Records ::
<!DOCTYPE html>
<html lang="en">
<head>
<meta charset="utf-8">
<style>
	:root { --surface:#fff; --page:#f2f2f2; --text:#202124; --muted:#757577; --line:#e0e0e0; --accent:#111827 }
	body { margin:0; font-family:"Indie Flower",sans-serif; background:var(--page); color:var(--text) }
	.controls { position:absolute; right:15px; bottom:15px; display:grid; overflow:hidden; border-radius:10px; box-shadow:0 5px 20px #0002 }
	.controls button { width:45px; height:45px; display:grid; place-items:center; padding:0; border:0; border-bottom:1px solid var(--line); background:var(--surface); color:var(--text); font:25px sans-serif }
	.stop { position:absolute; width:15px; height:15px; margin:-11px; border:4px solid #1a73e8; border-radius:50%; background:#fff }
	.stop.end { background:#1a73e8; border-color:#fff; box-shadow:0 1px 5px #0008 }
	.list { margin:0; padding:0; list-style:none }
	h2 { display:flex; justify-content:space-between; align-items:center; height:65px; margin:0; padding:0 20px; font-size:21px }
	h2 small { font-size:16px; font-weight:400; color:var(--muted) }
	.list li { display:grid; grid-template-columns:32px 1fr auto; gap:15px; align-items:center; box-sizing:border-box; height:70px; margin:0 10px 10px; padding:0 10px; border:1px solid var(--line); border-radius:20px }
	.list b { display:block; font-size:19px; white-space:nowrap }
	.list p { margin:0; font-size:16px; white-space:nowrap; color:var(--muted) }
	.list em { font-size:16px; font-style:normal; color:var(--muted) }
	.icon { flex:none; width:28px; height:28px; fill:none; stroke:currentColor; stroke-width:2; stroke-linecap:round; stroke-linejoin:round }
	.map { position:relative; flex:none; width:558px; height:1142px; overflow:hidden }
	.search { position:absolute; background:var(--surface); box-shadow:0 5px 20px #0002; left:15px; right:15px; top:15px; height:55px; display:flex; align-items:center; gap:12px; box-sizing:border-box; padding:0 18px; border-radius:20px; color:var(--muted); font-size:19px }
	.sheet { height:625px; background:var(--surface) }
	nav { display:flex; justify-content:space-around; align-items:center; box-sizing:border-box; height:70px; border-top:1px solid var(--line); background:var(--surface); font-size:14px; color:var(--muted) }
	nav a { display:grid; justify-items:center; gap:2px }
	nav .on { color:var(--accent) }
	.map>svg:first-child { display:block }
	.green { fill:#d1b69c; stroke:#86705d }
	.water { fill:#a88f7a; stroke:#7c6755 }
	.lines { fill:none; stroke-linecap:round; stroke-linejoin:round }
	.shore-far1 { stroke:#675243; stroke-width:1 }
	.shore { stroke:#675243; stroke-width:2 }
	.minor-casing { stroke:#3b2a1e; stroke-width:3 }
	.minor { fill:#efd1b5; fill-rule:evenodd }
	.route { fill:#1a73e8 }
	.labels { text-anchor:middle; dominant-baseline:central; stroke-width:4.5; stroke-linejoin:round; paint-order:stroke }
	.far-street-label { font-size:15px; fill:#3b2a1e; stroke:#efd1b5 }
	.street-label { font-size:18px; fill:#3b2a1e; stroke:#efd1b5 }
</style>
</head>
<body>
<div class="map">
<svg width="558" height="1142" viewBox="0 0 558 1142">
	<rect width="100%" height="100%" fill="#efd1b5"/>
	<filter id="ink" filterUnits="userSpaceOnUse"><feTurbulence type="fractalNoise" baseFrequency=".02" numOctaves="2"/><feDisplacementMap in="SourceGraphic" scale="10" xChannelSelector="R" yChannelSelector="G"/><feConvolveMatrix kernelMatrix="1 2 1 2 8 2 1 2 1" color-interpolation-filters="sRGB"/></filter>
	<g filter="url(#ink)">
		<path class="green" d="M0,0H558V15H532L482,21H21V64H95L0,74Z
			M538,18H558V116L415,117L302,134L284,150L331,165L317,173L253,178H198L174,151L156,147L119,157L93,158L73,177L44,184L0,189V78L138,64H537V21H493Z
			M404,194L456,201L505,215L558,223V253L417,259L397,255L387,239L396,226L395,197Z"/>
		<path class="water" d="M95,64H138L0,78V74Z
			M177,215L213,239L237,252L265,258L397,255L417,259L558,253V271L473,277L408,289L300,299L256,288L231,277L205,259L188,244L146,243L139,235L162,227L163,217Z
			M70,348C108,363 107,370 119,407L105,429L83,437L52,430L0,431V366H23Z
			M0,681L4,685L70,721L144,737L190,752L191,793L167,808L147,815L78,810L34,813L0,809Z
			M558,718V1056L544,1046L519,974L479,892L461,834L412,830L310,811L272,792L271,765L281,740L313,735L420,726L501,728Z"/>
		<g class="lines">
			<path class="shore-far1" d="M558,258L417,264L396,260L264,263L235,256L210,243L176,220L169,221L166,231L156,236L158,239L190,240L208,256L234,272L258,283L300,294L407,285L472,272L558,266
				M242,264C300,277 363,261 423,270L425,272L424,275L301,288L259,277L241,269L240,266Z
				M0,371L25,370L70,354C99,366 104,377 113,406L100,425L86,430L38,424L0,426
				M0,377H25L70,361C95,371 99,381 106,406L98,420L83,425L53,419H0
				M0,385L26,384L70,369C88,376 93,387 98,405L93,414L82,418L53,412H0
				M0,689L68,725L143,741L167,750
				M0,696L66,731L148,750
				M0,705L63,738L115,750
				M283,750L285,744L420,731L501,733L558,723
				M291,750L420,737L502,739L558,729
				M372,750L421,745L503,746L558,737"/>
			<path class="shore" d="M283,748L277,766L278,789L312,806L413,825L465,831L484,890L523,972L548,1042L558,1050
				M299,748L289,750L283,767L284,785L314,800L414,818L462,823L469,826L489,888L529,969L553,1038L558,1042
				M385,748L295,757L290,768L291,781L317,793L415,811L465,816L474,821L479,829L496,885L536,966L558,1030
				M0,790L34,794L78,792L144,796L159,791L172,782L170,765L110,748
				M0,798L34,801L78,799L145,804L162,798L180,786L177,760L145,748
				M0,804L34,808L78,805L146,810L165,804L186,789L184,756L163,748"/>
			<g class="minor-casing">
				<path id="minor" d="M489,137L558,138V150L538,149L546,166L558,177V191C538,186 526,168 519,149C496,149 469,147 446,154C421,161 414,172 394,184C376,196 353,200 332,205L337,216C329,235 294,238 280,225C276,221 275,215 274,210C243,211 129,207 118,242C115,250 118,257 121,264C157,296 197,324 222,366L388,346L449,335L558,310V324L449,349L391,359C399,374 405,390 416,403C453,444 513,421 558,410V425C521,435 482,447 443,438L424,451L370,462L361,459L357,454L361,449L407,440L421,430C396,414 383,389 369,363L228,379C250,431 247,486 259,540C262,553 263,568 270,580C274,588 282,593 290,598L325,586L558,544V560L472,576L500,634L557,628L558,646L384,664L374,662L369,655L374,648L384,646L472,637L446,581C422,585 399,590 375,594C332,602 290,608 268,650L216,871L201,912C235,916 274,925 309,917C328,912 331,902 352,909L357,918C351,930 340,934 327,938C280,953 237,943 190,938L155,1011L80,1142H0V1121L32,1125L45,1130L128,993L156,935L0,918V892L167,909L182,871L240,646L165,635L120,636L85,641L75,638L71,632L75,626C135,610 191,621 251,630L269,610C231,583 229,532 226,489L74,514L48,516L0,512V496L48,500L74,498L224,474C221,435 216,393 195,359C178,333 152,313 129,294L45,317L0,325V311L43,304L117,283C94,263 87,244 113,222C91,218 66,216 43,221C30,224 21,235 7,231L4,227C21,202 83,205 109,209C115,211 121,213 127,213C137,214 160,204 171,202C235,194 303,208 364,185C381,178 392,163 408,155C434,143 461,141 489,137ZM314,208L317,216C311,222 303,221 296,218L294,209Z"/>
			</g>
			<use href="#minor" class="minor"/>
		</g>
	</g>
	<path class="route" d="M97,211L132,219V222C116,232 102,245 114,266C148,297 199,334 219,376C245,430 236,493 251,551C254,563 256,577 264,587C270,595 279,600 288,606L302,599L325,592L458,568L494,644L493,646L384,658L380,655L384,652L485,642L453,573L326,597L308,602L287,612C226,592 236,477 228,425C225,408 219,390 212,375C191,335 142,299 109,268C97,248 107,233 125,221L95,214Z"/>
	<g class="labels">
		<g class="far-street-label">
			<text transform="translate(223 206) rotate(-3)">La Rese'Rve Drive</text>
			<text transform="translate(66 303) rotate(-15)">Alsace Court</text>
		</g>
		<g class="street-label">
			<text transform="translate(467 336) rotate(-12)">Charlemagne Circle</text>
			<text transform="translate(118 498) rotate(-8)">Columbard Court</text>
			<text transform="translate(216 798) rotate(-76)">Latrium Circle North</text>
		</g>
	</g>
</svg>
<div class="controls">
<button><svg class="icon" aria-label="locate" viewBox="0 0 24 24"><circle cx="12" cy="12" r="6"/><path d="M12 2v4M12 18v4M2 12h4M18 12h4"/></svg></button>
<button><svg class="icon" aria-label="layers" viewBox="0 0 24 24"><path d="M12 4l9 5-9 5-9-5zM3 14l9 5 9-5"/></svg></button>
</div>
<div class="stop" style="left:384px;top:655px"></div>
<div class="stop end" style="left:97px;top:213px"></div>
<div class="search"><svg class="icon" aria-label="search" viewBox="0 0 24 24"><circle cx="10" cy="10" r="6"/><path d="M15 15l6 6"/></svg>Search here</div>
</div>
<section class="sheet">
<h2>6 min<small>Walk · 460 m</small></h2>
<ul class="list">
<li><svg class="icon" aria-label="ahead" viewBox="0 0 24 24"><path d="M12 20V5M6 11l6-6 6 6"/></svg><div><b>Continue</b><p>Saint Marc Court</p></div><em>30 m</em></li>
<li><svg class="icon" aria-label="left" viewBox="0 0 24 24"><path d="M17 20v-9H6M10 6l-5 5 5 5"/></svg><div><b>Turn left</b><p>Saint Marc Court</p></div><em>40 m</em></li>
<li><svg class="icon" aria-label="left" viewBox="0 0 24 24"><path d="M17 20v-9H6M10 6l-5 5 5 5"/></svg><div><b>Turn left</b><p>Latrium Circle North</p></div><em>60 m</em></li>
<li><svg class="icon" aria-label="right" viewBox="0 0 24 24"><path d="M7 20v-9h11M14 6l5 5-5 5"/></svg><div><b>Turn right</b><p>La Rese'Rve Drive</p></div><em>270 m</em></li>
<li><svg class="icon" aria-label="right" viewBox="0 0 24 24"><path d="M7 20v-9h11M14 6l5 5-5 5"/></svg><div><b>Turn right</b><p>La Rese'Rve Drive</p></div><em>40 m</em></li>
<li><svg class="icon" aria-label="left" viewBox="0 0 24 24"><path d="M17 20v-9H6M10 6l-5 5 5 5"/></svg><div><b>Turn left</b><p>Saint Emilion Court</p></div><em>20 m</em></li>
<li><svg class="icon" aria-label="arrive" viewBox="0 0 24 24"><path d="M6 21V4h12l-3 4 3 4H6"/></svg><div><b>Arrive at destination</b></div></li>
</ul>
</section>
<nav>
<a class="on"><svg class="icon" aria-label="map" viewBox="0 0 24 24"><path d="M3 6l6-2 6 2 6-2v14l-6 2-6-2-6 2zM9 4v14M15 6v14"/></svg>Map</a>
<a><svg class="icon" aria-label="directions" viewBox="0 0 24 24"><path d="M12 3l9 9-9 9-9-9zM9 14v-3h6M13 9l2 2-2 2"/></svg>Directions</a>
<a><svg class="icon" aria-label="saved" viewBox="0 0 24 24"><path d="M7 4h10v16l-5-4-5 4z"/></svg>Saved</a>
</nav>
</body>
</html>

What you have to do :: Using the records above, find the number of lines that contain the string "filter", and give that number without further comment.

Output for this task :: 2